Description of the task: For the word "normal", count the lines of the listing that contain it and give only the count.
** Dataset records follows **
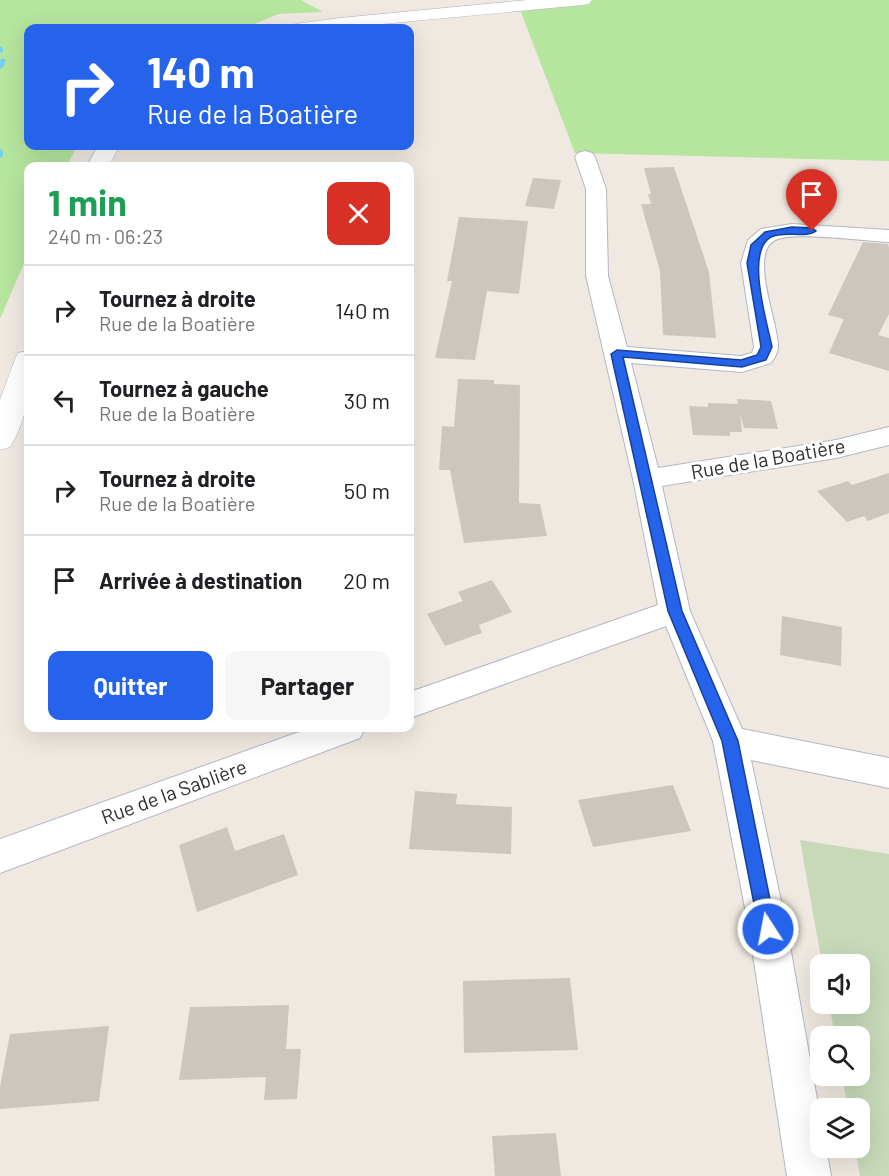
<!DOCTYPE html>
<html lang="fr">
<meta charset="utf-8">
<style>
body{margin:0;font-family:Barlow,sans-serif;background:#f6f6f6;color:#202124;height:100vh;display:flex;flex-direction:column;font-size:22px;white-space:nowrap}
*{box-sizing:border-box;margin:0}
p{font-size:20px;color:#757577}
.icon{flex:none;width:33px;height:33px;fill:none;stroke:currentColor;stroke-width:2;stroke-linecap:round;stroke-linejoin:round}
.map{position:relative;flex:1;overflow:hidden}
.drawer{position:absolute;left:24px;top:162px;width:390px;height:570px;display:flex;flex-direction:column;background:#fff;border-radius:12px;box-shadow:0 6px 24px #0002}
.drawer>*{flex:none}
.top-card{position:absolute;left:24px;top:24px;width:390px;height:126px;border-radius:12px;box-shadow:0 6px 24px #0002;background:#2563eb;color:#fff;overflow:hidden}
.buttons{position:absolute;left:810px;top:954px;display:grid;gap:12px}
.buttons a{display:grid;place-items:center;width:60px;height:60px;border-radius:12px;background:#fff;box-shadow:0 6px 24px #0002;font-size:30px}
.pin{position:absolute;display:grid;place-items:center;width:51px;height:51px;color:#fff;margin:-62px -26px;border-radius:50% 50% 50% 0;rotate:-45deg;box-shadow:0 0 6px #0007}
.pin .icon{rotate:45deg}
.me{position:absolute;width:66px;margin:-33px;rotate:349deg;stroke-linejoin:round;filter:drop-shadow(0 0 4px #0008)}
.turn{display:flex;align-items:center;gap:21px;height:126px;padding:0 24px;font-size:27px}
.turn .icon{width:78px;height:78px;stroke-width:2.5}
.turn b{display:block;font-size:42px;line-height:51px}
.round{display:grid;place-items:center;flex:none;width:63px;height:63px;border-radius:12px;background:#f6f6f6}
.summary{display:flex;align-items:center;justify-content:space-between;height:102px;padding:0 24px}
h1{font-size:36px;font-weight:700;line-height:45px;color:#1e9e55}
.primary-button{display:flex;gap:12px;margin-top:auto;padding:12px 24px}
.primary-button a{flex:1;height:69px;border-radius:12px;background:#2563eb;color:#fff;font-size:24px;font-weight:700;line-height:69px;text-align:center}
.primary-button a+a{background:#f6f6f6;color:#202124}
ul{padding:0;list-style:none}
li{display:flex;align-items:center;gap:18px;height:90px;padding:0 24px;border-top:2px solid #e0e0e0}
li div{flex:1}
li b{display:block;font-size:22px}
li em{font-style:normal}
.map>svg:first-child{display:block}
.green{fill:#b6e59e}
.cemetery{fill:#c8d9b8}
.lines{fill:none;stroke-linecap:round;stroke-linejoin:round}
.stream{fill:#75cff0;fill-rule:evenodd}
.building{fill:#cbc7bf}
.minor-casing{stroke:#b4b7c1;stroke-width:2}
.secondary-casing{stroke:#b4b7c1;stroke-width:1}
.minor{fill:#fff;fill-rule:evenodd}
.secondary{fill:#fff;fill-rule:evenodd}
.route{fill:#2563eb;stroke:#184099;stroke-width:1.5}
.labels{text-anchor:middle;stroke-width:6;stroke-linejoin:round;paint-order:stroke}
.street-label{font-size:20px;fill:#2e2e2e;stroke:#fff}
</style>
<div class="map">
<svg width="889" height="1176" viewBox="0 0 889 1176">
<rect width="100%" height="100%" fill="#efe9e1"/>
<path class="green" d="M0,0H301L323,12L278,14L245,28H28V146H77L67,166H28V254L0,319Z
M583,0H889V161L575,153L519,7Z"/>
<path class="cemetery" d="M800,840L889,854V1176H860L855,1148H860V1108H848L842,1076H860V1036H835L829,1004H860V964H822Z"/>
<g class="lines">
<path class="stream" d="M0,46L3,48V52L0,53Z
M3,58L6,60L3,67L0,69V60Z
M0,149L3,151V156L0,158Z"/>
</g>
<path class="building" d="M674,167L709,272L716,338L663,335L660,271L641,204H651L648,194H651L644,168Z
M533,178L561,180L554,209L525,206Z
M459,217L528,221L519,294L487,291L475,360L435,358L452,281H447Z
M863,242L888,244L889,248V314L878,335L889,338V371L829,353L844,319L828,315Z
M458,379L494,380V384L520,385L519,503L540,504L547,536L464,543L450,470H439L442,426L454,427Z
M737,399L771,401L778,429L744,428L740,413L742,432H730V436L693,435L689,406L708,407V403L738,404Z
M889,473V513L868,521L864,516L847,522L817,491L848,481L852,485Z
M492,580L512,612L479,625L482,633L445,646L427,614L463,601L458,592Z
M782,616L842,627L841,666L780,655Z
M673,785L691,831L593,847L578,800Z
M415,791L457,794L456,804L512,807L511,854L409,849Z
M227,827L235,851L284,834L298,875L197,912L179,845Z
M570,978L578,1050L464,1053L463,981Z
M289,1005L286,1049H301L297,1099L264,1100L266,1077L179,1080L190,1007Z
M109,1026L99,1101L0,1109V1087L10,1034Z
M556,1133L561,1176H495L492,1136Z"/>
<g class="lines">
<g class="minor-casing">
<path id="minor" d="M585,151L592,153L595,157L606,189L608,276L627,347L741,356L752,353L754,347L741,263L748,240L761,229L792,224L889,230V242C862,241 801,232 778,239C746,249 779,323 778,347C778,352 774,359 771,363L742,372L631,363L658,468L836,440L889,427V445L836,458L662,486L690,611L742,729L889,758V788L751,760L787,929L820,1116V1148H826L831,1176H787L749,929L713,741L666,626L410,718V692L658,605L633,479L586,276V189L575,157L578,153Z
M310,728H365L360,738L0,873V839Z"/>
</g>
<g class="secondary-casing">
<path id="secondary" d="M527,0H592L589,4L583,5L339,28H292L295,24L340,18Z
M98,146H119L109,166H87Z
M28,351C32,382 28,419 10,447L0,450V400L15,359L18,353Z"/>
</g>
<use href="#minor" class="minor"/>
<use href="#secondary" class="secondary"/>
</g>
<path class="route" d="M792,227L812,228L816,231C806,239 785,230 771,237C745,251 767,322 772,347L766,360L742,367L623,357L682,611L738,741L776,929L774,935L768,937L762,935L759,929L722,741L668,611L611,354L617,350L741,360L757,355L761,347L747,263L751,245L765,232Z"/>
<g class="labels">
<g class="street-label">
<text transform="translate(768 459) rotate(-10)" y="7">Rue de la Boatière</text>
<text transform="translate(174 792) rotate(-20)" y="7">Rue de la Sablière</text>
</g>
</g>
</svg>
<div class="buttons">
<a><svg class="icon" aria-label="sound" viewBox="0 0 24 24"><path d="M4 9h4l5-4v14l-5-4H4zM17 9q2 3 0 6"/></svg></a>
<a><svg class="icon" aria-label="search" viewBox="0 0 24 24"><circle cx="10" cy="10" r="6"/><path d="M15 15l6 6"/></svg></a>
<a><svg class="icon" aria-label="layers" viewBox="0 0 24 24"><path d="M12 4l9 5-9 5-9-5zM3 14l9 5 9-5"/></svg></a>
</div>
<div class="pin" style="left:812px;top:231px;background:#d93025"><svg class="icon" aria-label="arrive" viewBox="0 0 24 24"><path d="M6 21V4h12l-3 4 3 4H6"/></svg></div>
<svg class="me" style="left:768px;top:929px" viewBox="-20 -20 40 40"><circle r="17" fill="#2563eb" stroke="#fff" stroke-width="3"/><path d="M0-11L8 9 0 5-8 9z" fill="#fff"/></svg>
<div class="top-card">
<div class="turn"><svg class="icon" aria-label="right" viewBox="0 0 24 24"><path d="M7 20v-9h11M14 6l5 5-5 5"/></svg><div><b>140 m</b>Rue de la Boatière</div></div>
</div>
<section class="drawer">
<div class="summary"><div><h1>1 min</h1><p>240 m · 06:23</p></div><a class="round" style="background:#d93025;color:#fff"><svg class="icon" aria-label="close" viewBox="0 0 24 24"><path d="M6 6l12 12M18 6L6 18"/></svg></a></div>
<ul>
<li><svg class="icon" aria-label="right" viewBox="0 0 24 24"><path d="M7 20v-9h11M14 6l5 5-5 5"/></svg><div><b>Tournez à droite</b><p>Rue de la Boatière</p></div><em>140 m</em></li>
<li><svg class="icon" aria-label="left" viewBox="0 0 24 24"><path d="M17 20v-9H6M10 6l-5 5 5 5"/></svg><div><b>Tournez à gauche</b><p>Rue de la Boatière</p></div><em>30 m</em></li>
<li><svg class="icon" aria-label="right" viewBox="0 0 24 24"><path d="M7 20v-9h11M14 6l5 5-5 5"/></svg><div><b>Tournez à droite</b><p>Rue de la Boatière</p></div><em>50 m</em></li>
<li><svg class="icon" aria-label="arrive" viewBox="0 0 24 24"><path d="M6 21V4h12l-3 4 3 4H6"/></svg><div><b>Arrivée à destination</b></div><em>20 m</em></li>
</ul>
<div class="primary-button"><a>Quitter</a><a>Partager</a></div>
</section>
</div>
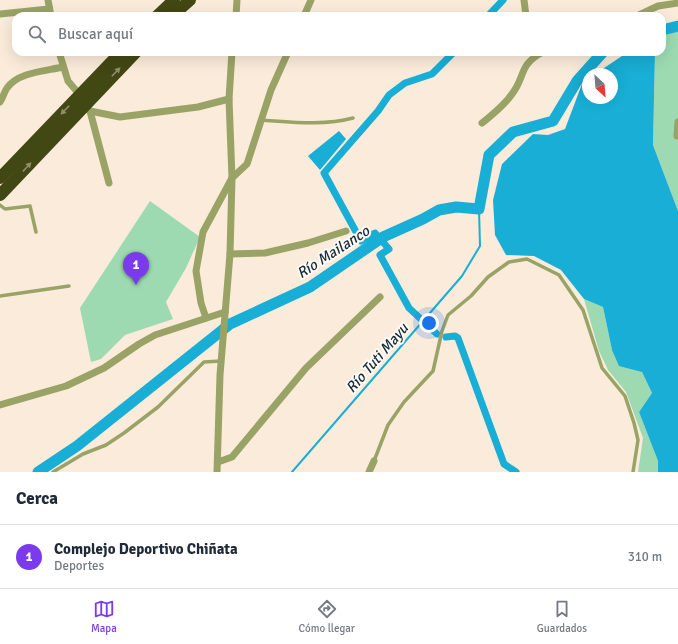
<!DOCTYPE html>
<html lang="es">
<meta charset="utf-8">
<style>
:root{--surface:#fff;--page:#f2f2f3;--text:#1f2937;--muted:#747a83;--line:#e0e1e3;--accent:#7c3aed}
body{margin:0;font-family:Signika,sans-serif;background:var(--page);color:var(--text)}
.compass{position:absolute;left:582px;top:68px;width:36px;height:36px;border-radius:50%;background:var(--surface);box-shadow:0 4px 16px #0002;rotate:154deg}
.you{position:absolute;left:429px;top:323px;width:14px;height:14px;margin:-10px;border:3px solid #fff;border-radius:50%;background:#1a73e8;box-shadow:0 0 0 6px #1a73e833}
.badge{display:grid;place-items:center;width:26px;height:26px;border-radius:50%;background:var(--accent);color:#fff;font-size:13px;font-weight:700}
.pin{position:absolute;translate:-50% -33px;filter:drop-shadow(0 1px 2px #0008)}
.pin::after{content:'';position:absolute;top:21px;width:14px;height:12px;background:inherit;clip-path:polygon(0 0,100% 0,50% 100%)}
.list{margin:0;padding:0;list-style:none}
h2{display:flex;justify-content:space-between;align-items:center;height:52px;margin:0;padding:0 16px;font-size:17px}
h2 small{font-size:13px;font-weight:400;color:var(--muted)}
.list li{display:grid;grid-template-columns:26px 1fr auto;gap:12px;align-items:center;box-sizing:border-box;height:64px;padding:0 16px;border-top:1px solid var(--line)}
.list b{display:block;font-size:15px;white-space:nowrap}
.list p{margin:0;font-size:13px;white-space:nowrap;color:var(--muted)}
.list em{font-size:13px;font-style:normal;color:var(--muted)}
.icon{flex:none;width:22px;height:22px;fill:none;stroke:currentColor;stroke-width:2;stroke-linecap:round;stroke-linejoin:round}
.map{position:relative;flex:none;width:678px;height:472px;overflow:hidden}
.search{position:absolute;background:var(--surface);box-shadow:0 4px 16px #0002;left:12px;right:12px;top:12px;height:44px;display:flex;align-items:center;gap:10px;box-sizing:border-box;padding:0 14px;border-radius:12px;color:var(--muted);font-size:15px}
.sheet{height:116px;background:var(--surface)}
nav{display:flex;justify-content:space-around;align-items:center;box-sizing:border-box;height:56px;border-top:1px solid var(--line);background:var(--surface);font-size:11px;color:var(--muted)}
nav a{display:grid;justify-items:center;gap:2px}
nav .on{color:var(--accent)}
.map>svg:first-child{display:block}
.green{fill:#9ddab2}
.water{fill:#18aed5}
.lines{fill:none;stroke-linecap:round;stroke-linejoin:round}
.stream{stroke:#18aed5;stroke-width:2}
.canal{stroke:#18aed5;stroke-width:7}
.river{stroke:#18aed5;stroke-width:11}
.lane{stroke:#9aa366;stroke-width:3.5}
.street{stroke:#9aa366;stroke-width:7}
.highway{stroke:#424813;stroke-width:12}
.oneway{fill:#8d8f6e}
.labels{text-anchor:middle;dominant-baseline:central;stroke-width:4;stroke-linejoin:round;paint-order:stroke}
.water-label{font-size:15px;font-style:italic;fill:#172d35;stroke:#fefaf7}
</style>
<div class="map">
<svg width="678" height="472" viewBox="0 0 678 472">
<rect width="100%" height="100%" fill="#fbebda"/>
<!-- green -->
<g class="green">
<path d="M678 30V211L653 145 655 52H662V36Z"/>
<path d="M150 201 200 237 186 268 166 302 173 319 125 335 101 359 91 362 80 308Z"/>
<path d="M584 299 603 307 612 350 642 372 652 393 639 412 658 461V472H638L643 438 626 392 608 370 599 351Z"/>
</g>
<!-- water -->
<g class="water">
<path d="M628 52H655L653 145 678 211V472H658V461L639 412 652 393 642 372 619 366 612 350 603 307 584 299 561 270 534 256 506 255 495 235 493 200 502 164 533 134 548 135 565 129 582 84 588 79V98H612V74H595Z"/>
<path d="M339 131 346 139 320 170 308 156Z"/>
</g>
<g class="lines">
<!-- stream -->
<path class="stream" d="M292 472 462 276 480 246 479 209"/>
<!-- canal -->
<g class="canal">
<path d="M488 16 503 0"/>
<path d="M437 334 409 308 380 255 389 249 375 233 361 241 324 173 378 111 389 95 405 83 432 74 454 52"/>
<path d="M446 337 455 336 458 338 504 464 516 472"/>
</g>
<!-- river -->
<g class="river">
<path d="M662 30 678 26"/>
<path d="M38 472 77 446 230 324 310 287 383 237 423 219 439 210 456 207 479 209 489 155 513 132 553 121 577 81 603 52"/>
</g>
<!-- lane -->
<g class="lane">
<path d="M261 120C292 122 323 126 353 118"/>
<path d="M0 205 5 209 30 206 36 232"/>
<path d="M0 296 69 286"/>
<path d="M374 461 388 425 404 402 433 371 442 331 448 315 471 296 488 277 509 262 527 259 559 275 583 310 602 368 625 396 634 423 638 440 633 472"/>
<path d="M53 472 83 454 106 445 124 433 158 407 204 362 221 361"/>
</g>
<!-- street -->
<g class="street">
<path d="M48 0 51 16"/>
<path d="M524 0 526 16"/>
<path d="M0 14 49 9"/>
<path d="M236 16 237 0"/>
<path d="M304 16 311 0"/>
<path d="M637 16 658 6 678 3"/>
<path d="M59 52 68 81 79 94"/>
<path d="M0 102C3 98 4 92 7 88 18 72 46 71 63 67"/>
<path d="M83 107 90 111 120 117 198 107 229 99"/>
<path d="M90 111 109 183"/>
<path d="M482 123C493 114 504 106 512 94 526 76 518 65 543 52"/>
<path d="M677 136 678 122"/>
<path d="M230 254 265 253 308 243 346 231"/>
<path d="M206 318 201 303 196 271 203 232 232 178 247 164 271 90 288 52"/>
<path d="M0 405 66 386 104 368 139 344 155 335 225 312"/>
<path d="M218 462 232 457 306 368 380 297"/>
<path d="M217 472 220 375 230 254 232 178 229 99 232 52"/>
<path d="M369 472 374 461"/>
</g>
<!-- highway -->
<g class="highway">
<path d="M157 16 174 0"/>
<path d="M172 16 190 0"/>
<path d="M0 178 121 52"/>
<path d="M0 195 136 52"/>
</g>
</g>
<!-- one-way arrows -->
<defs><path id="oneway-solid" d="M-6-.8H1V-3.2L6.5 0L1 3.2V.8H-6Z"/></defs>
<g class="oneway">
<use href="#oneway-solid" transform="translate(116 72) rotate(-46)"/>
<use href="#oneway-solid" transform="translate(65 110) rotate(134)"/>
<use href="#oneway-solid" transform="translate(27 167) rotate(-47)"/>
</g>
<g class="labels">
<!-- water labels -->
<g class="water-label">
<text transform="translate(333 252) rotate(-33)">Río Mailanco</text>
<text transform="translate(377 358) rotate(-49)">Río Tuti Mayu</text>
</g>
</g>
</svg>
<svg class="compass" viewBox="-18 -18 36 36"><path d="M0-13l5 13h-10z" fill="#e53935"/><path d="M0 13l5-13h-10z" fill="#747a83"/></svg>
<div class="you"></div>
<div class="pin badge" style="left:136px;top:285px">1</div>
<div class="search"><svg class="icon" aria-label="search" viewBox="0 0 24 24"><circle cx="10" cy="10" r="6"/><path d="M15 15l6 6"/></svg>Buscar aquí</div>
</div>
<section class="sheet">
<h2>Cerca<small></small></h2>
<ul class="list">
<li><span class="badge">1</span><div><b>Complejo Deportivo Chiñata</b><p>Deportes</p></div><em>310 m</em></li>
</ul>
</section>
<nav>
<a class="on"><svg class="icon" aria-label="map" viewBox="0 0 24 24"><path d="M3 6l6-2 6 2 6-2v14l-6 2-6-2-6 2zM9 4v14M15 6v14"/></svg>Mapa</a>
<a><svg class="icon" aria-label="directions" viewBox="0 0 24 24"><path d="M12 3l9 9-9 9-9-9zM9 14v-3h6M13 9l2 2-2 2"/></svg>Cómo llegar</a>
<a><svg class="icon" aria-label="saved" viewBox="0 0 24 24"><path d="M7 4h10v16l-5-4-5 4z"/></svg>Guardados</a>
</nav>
** End of Dataset records **
Solution below: 2